Faced with the police officer’s response, Debono said that it was irresponsible of him to state such things.

Debono said that the anti-loitering law was proposed by himself, in an effort to curb illegalities like prostitution and drugs.

The anti-loitering law was also pushed forward to prevent the illegal recruitment of migrant workers from the well-known Marsa roundabout according to the mayor.

Earlier this month, PN MEP candidate Dione Borg, published an online video blog talking about the migrant situation in Marsa, highlighting the fact that establishments that were run by Maltese nationals are now being run by migrants.

Asked to comment, Bugre said that the comment was deplorable.

“All I have to say is that it was a cheap way at trying to attract voters back. It wasn’t even a populist move and I won’t give that statement the dignity of answering it,” Bugre said.

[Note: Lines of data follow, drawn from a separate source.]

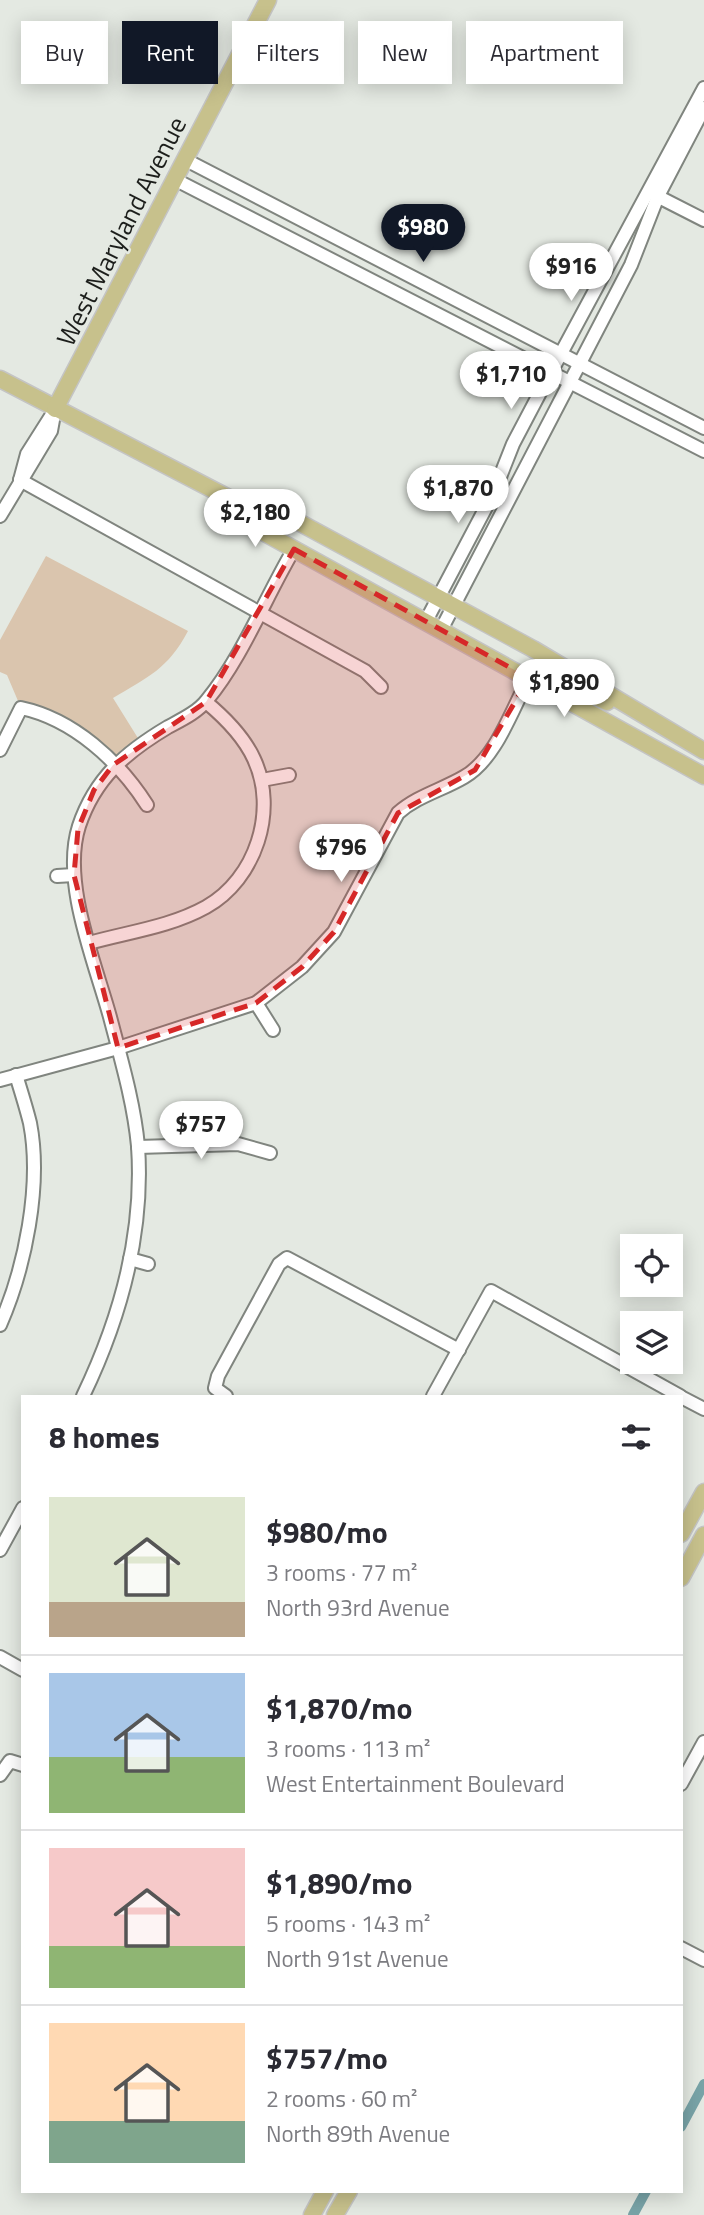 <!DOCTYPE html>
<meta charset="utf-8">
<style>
body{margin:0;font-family:"Titillium Web",sans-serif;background:#f2f2f3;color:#2b2b33;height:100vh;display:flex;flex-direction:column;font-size:26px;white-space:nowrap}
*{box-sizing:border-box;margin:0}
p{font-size:23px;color:#7c7c81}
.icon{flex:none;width:38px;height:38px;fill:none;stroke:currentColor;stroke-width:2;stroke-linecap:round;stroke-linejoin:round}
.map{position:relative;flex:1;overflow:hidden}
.drawer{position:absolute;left:21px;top:1395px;width:662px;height:798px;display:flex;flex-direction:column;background:#fff;border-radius:0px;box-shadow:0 4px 18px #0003}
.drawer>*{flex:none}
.hud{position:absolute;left:21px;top:21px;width:663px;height:63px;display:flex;gap:14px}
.buttons{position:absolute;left:620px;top:1234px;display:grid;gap:14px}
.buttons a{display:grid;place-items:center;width:63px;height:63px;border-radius:0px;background:#fff;box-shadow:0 4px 18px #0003;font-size:35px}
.price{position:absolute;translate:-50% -60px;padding:0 16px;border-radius:24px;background:#fff;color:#222;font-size:23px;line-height:46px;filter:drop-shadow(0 2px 4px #0008)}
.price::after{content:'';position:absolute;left:50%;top:42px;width:21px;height:16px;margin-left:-10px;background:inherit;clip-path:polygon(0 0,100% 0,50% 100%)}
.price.on{background:#111827;color:#fff}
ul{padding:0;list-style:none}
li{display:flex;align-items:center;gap:21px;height:175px;padding:0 28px}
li+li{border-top:2px solid #e1e1e2}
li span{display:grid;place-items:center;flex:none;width:196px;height:140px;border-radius:0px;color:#555}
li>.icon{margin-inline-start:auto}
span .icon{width:84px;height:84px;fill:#fffc;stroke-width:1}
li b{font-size:30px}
h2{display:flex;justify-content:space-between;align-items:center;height:84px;padding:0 28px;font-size:30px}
.chip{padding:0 24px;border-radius:0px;background:#fff;box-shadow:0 4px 18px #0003;font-size:24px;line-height:63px}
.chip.on{background:#111827;color:#fff}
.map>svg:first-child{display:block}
</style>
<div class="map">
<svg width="704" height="2215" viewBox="0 0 704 2215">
<rect width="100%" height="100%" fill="#e4e9e2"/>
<path fill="#dac5ae" d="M46,556L188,631C168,669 148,677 113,698L141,743L113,765L91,743L21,708L7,675L0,672V640Z"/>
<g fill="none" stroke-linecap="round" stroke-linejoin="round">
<g stroke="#78a3a7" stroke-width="10">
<polyline points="681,2127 704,2084"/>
<polyline points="633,2215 646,2191"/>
</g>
<g stroke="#80857f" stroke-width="16">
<g id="minor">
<polyline points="186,160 704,428"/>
<polyline points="176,180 704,451"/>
<polyline points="653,194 704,220"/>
<polyline points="20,480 365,671 381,687"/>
<polyline points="20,480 27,454 53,413"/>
<polyline points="0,516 51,431 55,409"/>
<polyline points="426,621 494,492 513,444 544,385 704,88"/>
<polyline points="441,630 631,265 658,196 704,108"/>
<path d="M0,750L21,708C73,719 119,761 147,805"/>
<polyline points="262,780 289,775"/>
<polyline points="57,876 74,875"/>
<path d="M89,943C128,932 170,927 206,907C256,879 278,810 254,759C244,737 224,717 206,702"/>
<polyline points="256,1003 273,1030"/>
<path d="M0,1080L118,1048L256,1003L302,967L334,932L398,813C417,796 442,790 464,777C496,759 512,709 529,678"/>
<polyline points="138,1147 238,1144 270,1153"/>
<polyline points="130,1259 148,1264"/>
<path d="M0,1325C25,1268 42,1185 30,1123C26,1107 21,1091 16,1075"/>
<path d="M83,1396C120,1319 144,1232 138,1146C134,1103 121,1059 110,1017C95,962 61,882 79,826C95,778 126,752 168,727C181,720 198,712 207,700C242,658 266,596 294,549"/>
<polyline points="226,1396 215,1388 218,1376 279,1264 287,1258 459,1350"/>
<polyline points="433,1396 491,1291 680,1396"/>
<polyline points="681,1397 704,1409"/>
<polyline points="0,1550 23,1508"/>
<polyline points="0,1657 23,1670"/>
<polyline points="0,1775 10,1761 23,1765"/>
<polyline points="681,1784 704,1742"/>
<polyline points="681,1948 704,1960"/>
</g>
</g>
<g stroke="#c4c4c4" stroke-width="19">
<g id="major">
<polyline points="0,379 250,509 267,505 533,649 704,751"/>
<polyline points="55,409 268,0"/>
<polyline points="250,509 254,527 704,776"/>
<polyline points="529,678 547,673 607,702"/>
<polyline points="681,1534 704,1492"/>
<polyline points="681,1578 704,1535"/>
<polyline points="312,2215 325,2191"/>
<polyline points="335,2215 349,2191"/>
</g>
</g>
<use href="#minor" stroke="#fff" stroke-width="12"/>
<use href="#major" stroke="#c7c18c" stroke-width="16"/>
</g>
<path fill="#d62828" fill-opacity="0.2" stroke="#d62828" stroke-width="5" stroke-dasharray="14 9" stroke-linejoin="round" d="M294,549L529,678L475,770L398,813L334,932L302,967L256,1003L118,1048L74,875L78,829L94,790L113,765L206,702Z"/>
<g text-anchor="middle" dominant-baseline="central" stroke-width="5" stroke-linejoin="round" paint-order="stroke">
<g font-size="26" fill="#1c1e1b" stroke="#e4e9e2">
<text transform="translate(121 231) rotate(-63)">West Maryland Avenue</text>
</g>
</g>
</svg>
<div class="buttons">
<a><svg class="icon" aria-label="locate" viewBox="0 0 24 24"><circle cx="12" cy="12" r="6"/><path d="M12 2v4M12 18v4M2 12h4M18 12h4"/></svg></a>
<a><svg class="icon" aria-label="layers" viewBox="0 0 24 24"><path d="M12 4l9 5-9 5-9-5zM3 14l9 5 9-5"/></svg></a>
</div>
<b class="price on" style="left:423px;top:264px">$980</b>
<b class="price" style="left:571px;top:303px">$916</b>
<b class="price" style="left:511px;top:411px">$1,710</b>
<b class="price" style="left:458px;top:525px">$1,870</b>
<b class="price" style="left:255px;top:549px">$2,180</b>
<b class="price" style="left:564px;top:719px">$1,890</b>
<b class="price" style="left:341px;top:884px">$796</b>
<b class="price" style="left:201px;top:1161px">$757</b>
<div class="hud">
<a class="chip">Buy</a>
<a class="chip on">Rent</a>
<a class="chip">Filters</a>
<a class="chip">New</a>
<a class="chip">Apartment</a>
</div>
<section class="drawer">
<h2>8 homes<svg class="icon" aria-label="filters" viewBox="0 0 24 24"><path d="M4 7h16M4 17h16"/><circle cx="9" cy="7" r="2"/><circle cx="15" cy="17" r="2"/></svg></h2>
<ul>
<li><span style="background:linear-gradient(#dfe7d0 75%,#b9a48a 0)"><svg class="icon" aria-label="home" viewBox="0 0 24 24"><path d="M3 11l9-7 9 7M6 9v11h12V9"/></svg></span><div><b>$980/mo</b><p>3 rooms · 77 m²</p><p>North 93rd Avenue</p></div></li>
<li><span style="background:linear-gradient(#a9c7e8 60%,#8fb573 0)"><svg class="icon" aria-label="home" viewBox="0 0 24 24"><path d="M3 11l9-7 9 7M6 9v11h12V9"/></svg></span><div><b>$1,870/mo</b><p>3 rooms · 113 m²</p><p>West Entertainment Boulevard</p></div></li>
<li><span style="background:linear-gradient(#f6c9c9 70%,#8fb573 0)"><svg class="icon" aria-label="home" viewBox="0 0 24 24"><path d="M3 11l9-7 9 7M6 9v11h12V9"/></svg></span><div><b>$1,890/mo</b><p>5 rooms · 143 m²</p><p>North 91st Avenue</p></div></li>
<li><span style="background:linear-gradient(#ffd9b3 70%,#7fa58c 0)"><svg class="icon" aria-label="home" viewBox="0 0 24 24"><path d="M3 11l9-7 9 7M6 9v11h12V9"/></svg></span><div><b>$757/mo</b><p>2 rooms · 60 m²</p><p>North 89th Avenue</p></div></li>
</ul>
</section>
</div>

In order for the community to solve the problem, it is vital to have everyone reaching out to each other Ahmed Bugre, Foundation for Shelter and Support for Migrants

“When migrants are not working they complain. When migrants are working they complain. What do the Maltese want? Do they want migrants to clean the streets only, or to work behind garbage trucks? It was just dirt.”

MaltaToday interviewed a migrant business owner, Pollo Lucky.

Lucky has been a business owner for the last five years, running a grocery shop and a bar in Marsa.

Queried about the situation in Marsa, Lucky said that he has always experienced a welcoming atmosphere from Marsa residents, expressing his disgust at other migrants for their lack of respect towards the community and the country.

“If you live in a country you must respect the law and lifestyle in it. I don’t like the way some of the others act, it gives me and migrants with good intentions a bad name that we don’t deserve,” he said.

Over the past few weeks, PN leader Adrian Delia took centre stage when he said that despite the government insisting that we are living in the best of times (l-aqwa zmien), we have migrants sleeping in cowsheds and in gardens.

Despite the countless accounts and photos of migrants sleeping in public places around Marsa, the mayor insisted that the locality doesn’t have a housing crisis.

“No, we don’t have a housing crisis. It is the responsibility of those sleeping in gardens and public spaces to stop doing so,” Francis Debono said.

Bugre laughed off this statement.

“Prices are hiking, wages are very low and people are forced to live in crowded conditions due to not being able to afford rent. It is one of the biggest problems that the migrant community is facing,” he said.

Bugre also claimed that a sizeable portion of migrants are opting for a life in prison, with individuals opting for imprisonment rather than sleeping outside.

“Breakfast, lunch, dinner and a bed are provided in prison. Some migrants are committing petty thefts just to get off the streets,” he said.

Debono said that migrants who sleep outside are undeterred when they are told to move by police officials, as they tend to go around from one locality to another until they find a spot where they aren’t bothered by anyone.

The solution to the Marsa problem according to Debono has to begin with the clamping down on over-crowding in privately owned apartments. The high density and lack of legal standards is an ever-growing problem in Marsa.

Debono also said that change is not easily accepted, and added that in a transitional period such as this, radical change is not easy to adapt to.

“In a locality which has an elderly population, different lifestyles and cultures are not easily accepted, but I believe that in due time with proper policies and appropriate regulation the problem will get solved,”

Ahmed Bugre’s solution lies in communities branching out to each other.

“We need to have stakeholders reaching out to each other. The solution lies in proper planning,” Bugre said.

He insisted that a proper dialogue must be ignited.

“The local council together with community workers, the Maltese community and the migrant community, must come together for a holistic and long-term plan.”

Bugre insists that if both the migrant community and the local Marsa residents do not feel threatened by each other, this would result in more integration.